[Stored data entries]
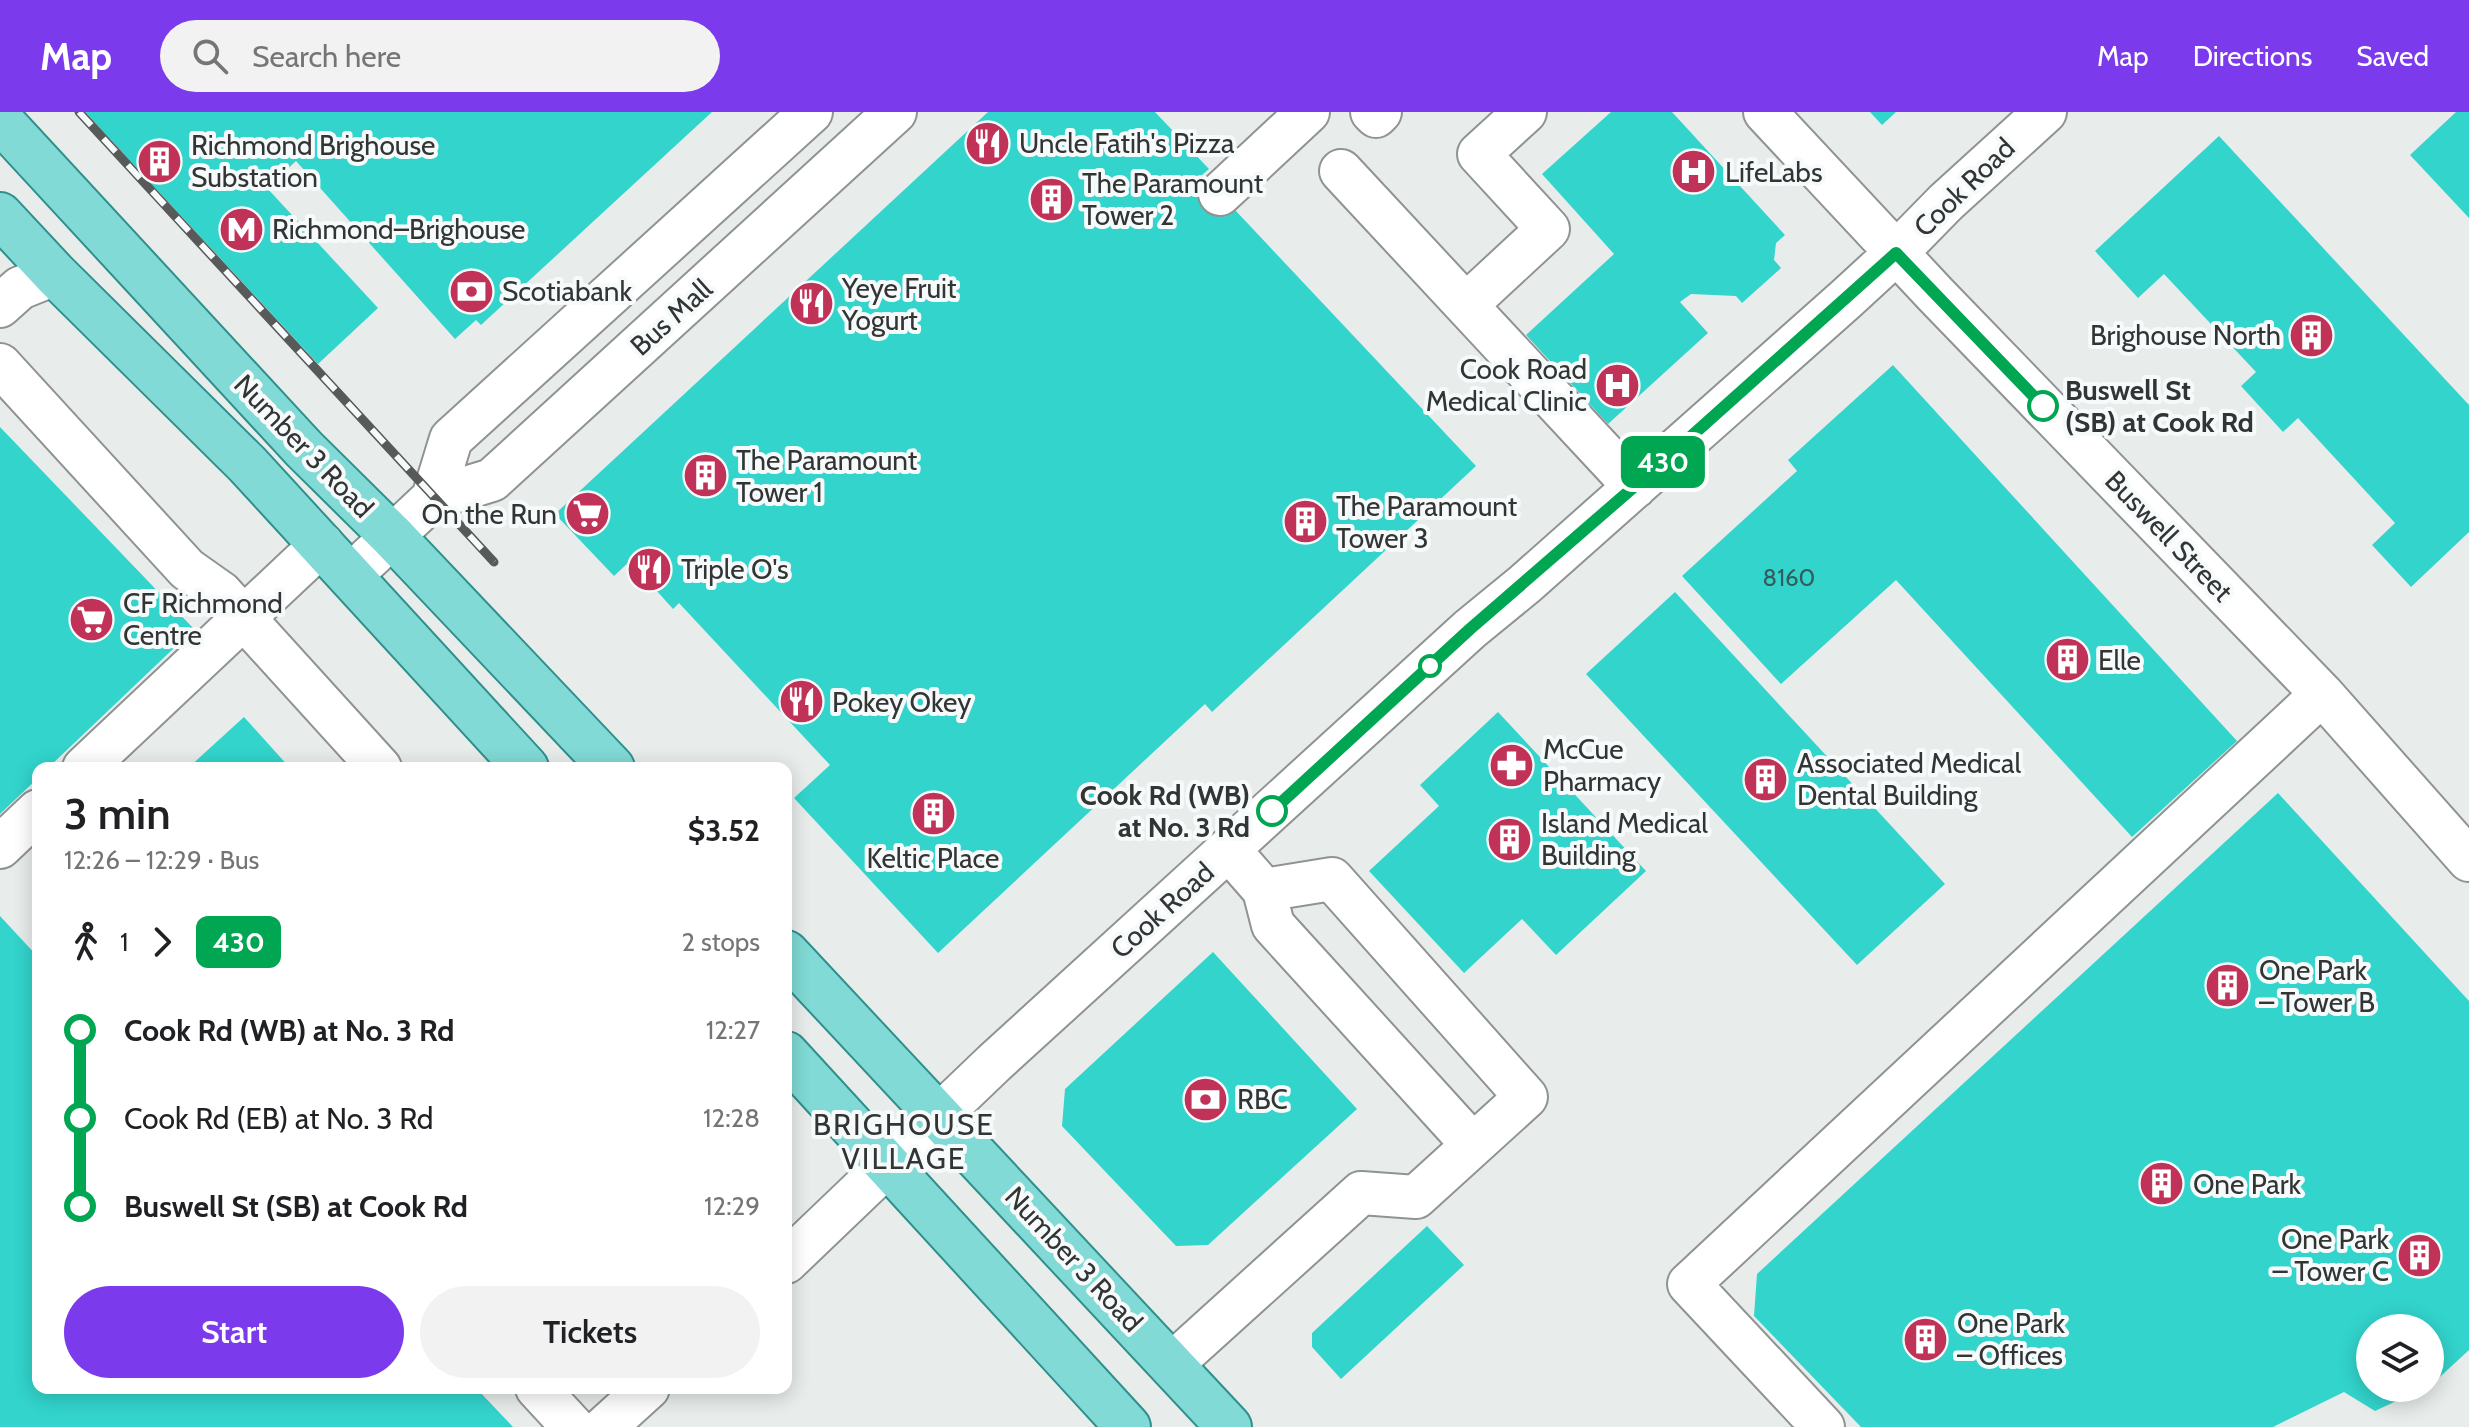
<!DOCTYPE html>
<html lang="en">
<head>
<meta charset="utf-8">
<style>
	:root { --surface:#fff; --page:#f2f2f2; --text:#202124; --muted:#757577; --accent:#7c3aed }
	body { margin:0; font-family:Cabin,sans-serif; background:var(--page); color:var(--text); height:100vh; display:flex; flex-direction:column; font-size:30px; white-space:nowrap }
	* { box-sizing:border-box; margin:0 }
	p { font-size:26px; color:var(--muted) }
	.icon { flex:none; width:44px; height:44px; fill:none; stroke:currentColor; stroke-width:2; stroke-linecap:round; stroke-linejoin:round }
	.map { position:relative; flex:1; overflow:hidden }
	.panel { position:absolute; left:32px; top:650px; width:760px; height:632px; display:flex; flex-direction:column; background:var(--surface); border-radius:16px; box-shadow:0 4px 20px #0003 }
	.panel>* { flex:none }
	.badge { padding:0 16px; border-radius:12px; font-size:28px; line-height:52px }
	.controls { position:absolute; left:2356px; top:1202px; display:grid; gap:16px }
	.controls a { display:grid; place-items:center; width:88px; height:88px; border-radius:50%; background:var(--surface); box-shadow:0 4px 20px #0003; font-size:40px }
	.map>.badge { position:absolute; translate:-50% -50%; box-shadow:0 0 0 4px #fff }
	.legs { display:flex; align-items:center; gap:12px; height:88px; padding:0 32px; font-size:26px }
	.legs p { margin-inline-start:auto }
	.summary { display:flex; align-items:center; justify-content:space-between; height:136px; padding:0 32px }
	h1 { font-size:44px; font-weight:600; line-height:60px }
	.cta { display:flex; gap:16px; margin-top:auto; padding:16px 32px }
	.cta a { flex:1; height:92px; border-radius:48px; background:var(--accent); color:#fff; font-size:32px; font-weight:600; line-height:92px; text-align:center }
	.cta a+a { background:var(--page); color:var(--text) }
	ul { padding:0 32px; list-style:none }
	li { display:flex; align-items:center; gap:28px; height:88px; font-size:30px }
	li i { display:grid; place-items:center; width:12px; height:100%; margin:0 10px; background:currentColor }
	li i::after { content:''; width:20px; height:20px; margin:-10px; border:6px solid; border-radius:50%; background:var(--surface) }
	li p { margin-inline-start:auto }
	li:first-child i { background:linear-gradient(#0000 50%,currentColor 0) }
	li:last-child i { background:linear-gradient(currentColor 50%,#0000 0) }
	header { display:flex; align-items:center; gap:48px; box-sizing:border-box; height:112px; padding:0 40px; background:var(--accent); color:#fff }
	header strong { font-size:38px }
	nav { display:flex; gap:44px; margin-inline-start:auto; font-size:28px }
	.search { width:560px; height:72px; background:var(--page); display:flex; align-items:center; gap:20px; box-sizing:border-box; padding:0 28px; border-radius:44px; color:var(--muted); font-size:30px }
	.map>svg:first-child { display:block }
</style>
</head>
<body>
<header>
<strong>Map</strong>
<div class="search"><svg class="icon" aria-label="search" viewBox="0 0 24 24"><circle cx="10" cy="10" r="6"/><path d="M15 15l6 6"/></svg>Search here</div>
<nav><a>Map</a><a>Directions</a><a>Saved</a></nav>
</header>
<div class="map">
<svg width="2469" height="1315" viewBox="0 0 2469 1315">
	<rect width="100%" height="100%" fill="#e8edec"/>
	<path fill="#32d4cc" d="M85,0H712L481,213L476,208L455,227L296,49L267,76L378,196L318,252Z
		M988,0H1155L1209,57L1202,63L1476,354L1212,600L1205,592L938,841L794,686L830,653L679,491L673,497L630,449L614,464L555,402Z
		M1611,0H1672L1785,123L1776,131L1774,148L1781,156L1742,191L1736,184L1691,182L1680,190L1708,221L1608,312L1526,223L1614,142L1542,62Z
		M1870,0H1896L1882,13Z
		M2456,0H2469V106L2410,43Z
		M2219,24L2469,293V420L2411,475L2372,433L2395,411L2298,306L2283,320L2241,274L2256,260L2164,162L2138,186L2095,139Z
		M1893,253L2237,629L2132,725L1896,468L1781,572L1682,464L1797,359L1788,348Z
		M0,315L194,517L48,656H38V666L0,702Z
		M1675,480L1945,772L1857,853L1586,562Z
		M1498,600L1646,759L1556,843L1522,807L1464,861L1369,759L1439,694L1420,673Z
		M244,605L290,656H188Z
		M2278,681L2469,889V1238L2430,1274V1216H2370V1276H2424L2375,1299L2344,1280L2273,1315H1861L1754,1204L1757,1162Z
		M0,804L38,845V1276H476L513,1315H0Z
		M1213,840L1357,997L1208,1133L1176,1134L1062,1014L1065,977Z
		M1427,1114L1464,1153L1341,1267L1312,1235V1221Z"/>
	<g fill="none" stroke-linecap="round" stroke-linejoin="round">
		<defs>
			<path id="minor" d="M1372,0L1376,4L1380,0
				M1765,0L1936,183L2322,582L2469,748
				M1341,59L1635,375
				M1220,82L1308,0
				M1466,193L1548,117L1479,42L1525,0
				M0,194L20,176L55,162
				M0,253L187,457L221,481L380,656
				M433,386L451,327L811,0
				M350,464L433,386L492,368L895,0
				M84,656L322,432
				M0,735L38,699
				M1264,778L1273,813L1472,1032
				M786,1150L994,951L1470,517L1525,472L1846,187L1896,141L1946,90L2045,0
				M1172,1252L1361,1081L1416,1085L1526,985L1332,767L1264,778L1229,738
				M537,1276L573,1315
				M605,1315L648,1276
				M1823,1315L1689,1172L2322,582"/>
			<path id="major" d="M0,8L304,337L392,424L612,656
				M0,103L55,162L247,352L526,656
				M786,841L1229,1315
				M786,942L1128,1315"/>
		</defs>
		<use href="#minor" stroke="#8f9392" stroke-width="46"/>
		<use href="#major" stroke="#2f908b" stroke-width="48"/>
		<use href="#minor" stroke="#fff" stroke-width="42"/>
		<use href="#major" stroke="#81dad5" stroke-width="44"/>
		<defs>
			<path id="rail" d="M79,0L494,450"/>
		</defs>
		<use href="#rail" stroke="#575a59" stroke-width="9"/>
		<use href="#rail" stroke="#f6fafa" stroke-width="6" stroke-dasharray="18" stroke-linecap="butt"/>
	</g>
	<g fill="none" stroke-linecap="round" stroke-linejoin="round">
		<defs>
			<path id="line-1" d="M1272,699L1470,517L1658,354L1896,141L2043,294"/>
		</defs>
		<use href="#line-1" stroke="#fff" stroke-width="18"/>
		<use href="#line-1" stroke="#00a651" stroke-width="12"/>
	</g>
	<defs>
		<symbol id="restaurant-disc" viewBox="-11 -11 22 22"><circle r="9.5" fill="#c13259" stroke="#f6fafa"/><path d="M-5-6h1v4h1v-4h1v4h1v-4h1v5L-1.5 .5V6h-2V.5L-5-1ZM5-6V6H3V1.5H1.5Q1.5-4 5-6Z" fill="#fff"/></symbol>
		<symbol id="building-disc" viewBox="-11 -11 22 22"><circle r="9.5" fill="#c13259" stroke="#f6fafa"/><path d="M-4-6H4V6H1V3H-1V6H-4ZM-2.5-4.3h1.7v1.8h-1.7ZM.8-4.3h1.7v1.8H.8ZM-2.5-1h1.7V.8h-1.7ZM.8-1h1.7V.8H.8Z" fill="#fff"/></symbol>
		<symbol id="hospital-disc" viewBox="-11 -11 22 22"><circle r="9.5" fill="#c13259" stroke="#f6fafa"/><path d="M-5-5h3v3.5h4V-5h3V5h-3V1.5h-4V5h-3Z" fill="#fff"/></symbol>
		<symbol id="metro-disc" viewBox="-11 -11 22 22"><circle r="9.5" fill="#c13259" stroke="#f6fafa"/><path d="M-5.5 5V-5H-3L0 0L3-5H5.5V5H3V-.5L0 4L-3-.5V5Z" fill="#fff"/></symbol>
		<symbol id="bank-disc" viewBox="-11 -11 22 22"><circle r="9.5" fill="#c13259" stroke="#f6fafa"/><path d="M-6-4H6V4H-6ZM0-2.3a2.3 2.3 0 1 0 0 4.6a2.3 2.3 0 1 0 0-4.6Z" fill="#fff"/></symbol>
		<symbol id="supermarket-disc" viewBox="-11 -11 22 22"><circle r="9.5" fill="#c13259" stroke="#f6fafa"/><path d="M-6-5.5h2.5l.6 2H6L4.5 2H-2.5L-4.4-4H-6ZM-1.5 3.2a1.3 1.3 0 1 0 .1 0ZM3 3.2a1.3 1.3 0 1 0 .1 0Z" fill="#fff"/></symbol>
		<symbol id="pharmacy-disc" viewBox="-11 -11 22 22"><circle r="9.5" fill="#c13259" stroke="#f6fafa"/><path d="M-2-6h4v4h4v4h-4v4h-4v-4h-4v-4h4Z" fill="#fff"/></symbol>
	</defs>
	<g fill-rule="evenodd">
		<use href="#restaurant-disc" x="962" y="6" width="51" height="51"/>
		<use href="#building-disc" x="134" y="24" width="51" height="51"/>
		<use href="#hospital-disc" x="1668" y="34" width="51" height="51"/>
		<use href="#building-disc" x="1026" y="62" width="51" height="51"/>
		<use href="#metro-disc" x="216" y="92" width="51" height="51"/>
		<use href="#bank-disc" x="446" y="154" width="51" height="51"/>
		<use href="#restaurant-disc" x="786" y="166" width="51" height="51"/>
		<use href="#building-disc" x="2286" y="198" width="51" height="51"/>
		<use href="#hospital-disc" x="1592" y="248" width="51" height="51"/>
		<use href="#building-disc" x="680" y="338" width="51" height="51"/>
		<use href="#supermarket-disc" x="562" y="376" width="51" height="51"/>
		<use href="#building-disc" x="1280" y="384" width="51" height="51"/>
		<use href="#restaurant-disc" x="624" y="432" width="51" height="51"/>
		<use href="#supermarket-disc" x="66" y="482" width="51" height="51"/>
		<use href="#building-disc" x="2042" y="522" width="51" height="51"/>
		<use href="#restaurant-disc" x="776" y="564" width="51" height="51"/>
		<use href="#pharmacy-disc" x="1486" y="628" width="51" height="51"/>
		<use href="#building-disc" x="1740" y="642" width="51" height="51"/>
		<use href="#building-disc" x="908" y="676" width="51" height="51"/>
		<use href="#building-disc" x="1484" y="702" width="51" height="51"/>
		<use href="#building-disc" x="2202" y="848" width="51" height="51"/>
		<use href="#bank-disc" x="1180" y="962" width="51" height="51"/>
		<use href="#building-disc" x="2136" y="1046" width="51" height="51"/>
		<use href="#building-disc" x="2394" y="1118" width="51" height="51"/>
		<use href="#building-disc" x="1900" y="1202" width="51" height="51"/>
	</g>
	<g fill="#fff" stroke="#00a651" stroke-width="4">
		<circle cx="2043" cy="294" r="14"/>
		<circle cx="1430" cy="554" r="10"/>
		<circle cx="1272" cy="699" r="14"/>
	</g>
	<g text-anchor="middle" stroke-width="8" stroke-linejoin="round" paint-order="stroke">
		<g font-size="24" fill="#335d5b">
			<text x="1789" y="474">8160</text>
		</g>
		<g font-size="28" fill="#333535" stroke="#f6fafa" text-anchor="start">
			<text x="1019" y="41">Uncle Fatih's Pizza</text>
			<text x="191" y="43">Richmond Brighouse<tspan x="191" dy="32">Substation</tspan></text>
			<text x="1725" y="70">LifeLabs</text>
			<text x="1082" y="81">The Paramount<tspan x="1082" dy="32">Tower 2</tspan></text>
			<text x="272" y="127">Richmond–Brighouse</text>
			<text x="842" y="186">Yeye Fruit<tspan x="842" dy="32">Yogurt</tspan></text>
			<text x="502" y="189">Scotiabank</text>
			<text x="2281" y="233" text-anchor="end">Brighouse North</text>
			<text x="1587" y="267" text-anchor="end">Cook Road<tspan x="1587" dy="32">Medical Clinic</tspan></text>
			<text x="736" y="358">The Paramount<tspan x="736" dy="32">Tower 1</tspan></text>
			<text x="1336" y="404">The Paramount<tspan x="1336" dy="32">Tower 3</tspan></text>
			<text x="557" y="412" text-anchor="end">On the Run</text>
			<text x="681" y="467">Triple O's</text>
			<text x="123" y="501">CF Richmond<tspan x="123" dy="32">Centre</tspan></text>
			<text x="2098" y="558">Elle</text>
			<text x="832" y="600">Pokey Okey</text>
			<text x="1543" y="647">McCue<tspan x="1543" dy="32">Pharmacy</tspan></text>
			<text x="1797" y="661">Associated Medical<tspan x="1797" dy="32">Dental Building</tspan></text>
			<text x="1541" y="721">Island Medical<tspan x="1541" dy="32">Building</tspan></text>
			<text x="933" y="756" text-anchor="middle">Keltic Place</text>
			<text x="2259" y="868">One Park<tspan x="2259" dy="32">– Tower B</tspan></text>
			<text x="1237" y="997">RBC</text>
			<text x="2193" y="1082">One Park</text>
			<text x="2389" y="1137" text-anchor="end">One Park<tspan x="2389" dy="32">– Tower C</tspan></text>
			<text x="1957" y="1221">One Park<tspan x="1957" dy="32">– Offices</tspan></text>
		</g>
		<g font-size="28" fill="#333535" stroke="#f6fafa">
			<text transform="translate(1964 75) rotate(-44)" y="10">Cook Road</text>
			<text transform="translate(671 205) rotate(-42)" y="10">Bus Mall</text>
			<text transform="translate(304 334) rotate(46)" y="10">Number 3 Road</text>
			<text transform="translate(2169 424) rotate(46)" y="10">Buswell Street</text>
			<text transform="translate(1162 798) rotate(-42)" y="10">Cook Road</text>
			<text transform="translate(1074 1147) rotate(47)" y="10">Number 3 Road</text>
		</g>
		<g font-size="28" font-weight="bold" fill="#333535" stroke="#f6fafa" text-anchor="start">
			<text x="2065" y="288">Buswell St<tspan x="2065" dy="32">(SB) at Cook Rd</tspan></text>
			<text x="1250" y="693" text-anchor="end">Cook Rd (WB)<tspan x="1250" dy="32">at No. 3 Rd</tspan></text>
		</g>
		<g font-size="30" letter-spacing="2" fill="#333535" stroke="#f6fafa">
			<text x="904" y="1023">BRIGHOUSE<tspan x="904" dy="34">VILLAGE</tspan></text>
		</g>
	</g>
</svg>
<div class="controls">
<a><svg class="icon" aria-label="layers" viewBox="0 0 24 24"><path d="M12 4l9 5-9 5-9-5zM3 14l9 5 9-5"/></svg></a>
</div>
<b class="badge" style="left:1663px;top:350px;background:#00a651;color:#fff">430</b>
<section class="panel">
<div class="summary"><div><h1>3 min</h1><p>12:26 – 12:29 · Bus</p></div><b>$3.52</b></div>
<div class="legs"><svg class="icon" aria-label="walk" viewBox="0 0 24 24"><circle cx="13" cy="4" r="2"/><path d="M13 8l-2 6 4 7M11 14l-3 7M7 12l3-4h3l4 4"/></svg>1<svg class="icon" aria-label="forward" viewBox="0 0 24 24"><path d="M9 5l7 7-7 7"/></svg><b class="badge" style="background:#00a651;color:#fff">430</b><p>2 stops</p></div>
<ul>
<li><i style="color:#00a651"></i><b>Cook Rd (WB) at No. 3 Rd</b><p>12:27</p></li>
<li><i style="color:#00a651"></i><span>Cook Rd (EB) at No. 3 Rd</span><p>12:28</p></li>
<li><i style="color:#00a651"></i><b>Buswell St (SB) at Cook Rd</b><p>12:29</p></li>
</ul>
<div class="cta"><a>Start</a><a>Tickets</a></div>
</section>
</div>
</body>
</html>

## TASK PROMPT
Each line of the entries that holds "controls" should be counted, and only the total given.

## SOLUTION TO THIS PROBLEM
3